In the entries below, find the line with "Task: Transcribe the" and the line with "Quick job: Serialize"; give again those lines and every line between them, exactly.

■ SOURCE MATERIAL
_ _ _

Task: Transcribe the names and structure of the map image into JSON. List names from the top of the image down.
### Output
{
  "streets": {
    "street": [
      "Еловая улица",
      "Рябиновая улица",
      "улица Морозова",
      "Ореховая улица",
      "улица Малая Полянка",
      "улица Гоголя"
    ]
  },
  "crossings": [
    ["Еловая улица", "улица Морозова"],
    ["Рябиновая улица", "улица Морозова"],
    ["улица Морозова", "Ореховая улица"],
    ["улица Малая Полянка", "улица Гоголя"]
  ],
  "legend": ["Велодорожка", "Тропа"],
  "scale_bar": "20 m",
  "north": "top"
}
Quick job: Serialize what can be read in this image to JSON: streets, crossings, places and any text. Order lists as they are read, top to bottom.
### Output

_ _ _

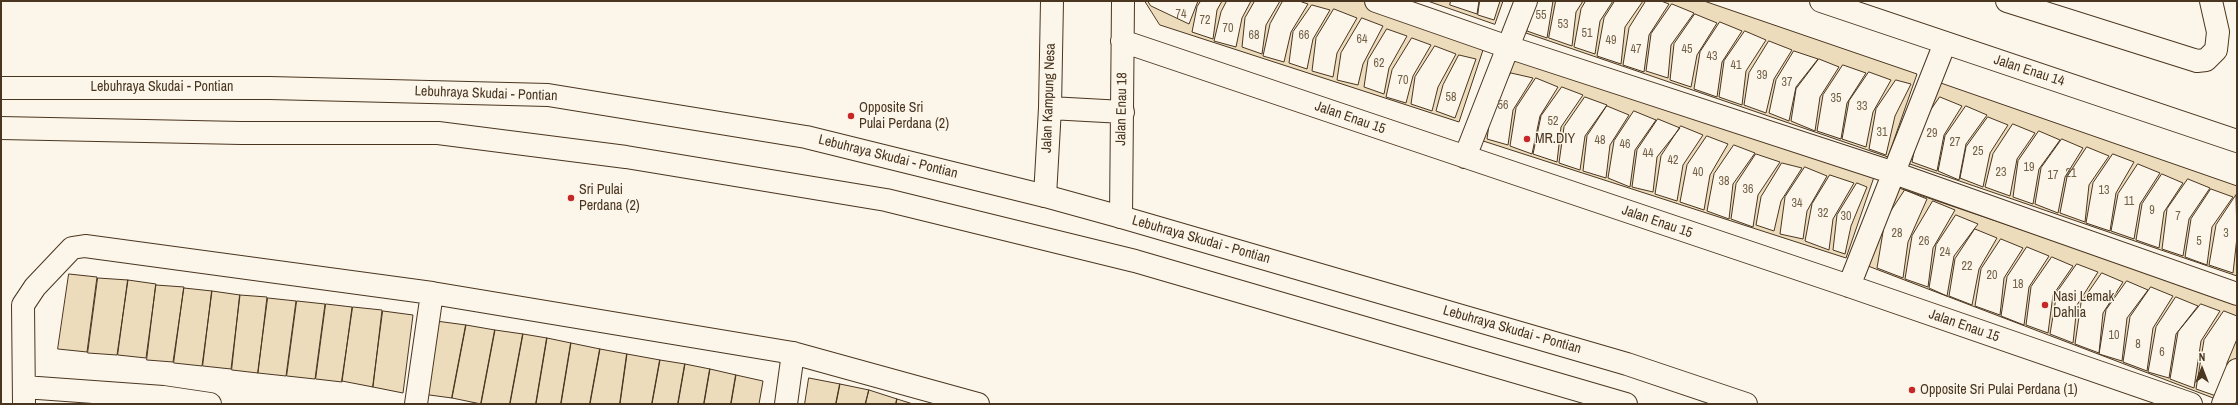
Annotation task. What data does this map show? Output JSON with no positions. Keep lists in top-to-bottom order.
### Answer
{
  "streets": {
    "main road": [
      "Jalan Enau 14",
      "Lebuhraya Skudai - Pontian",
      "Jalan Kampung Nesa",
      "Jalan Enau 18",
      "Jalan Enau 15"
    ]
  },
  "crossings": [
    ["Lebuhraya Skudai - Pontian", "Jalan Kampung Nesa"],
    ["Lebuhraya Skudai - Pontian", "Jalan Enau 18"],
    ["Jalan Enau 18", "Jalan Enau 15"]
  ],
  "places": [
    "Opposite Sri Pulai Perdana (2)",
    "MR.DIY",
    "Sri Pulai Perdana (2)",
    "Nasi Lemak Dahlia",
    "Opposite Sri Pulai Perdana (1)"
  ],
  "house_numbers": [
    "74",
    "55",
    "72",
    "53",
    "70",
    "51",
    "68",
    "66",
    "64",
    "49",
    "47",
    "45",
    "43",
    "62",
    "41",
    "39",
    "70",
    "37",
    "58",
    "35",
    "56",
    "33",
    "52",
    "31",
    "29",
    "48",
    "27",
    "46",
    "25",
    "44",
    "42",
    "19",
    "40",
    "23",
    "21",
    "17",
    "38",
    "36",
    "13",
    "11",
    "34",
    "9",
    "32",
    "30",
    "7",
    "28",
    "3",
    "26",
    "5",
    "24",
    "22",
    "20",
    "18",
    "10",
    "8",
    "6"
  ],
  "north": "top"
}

_ _ _

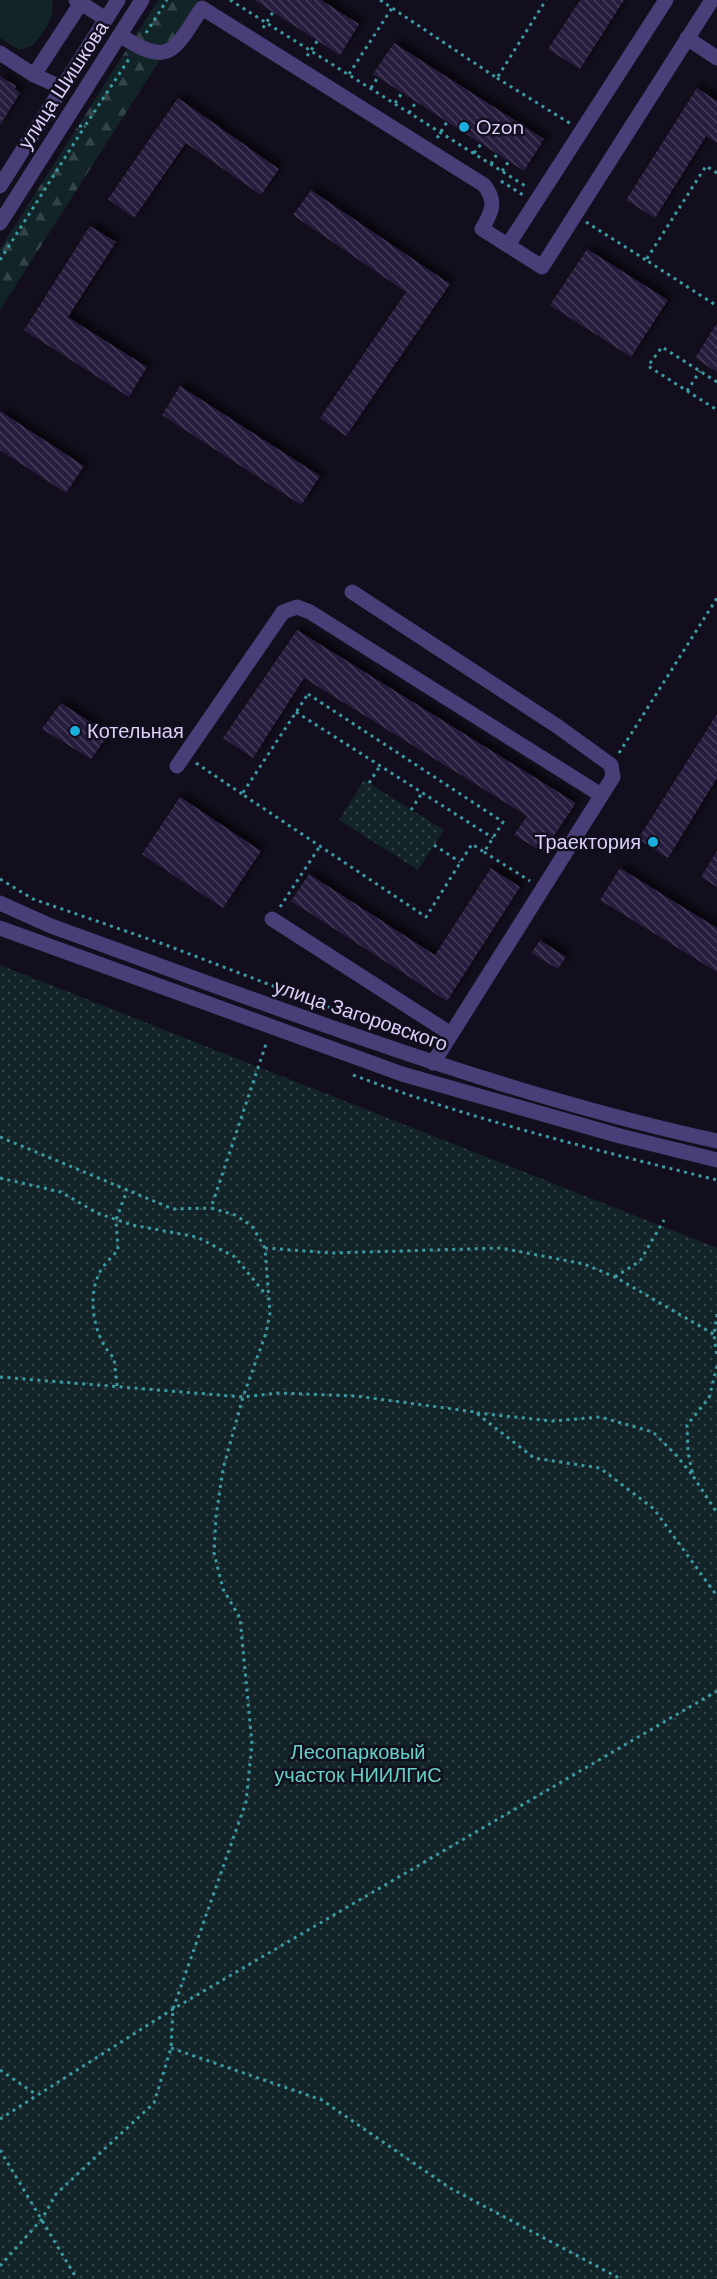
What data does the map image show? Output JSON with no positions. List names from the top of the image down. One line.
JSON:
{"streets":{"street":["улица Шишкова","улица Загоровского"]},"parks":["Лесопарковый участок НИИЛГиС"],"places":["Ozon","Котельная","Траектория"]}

_ _ _

■ ANSWER SPACE
Task: Transcribe the names and structure of the map image into JSON. List names from the top of the image down.
### Output
{
  "streets": {
    "street": [
      "Еловая улица",
      "Рябиновая улица",
      "улица Морозова",
      "Ореховая улица",
      "улица Малая Полянка",
      "улица Гоголя"
    ]
  },
  "crossings": [
    ["Еловая улица", "улица Морозова"],
    ["Рябиновая улица", "улица Морозова"],
    ["улица Морозова", "Ореховая улица"],
    ["улица Малая Полянка", "улица Гоголя"]
  ],
  "legend": ["Велодорожка", "Тропа"],
  "scale_bar": "20 m",
  "north": "top"
}
Quick job: Serialize what can be read in this image to JSON: streets, crossings, places and any text. Order lists as they are read, top to bottom.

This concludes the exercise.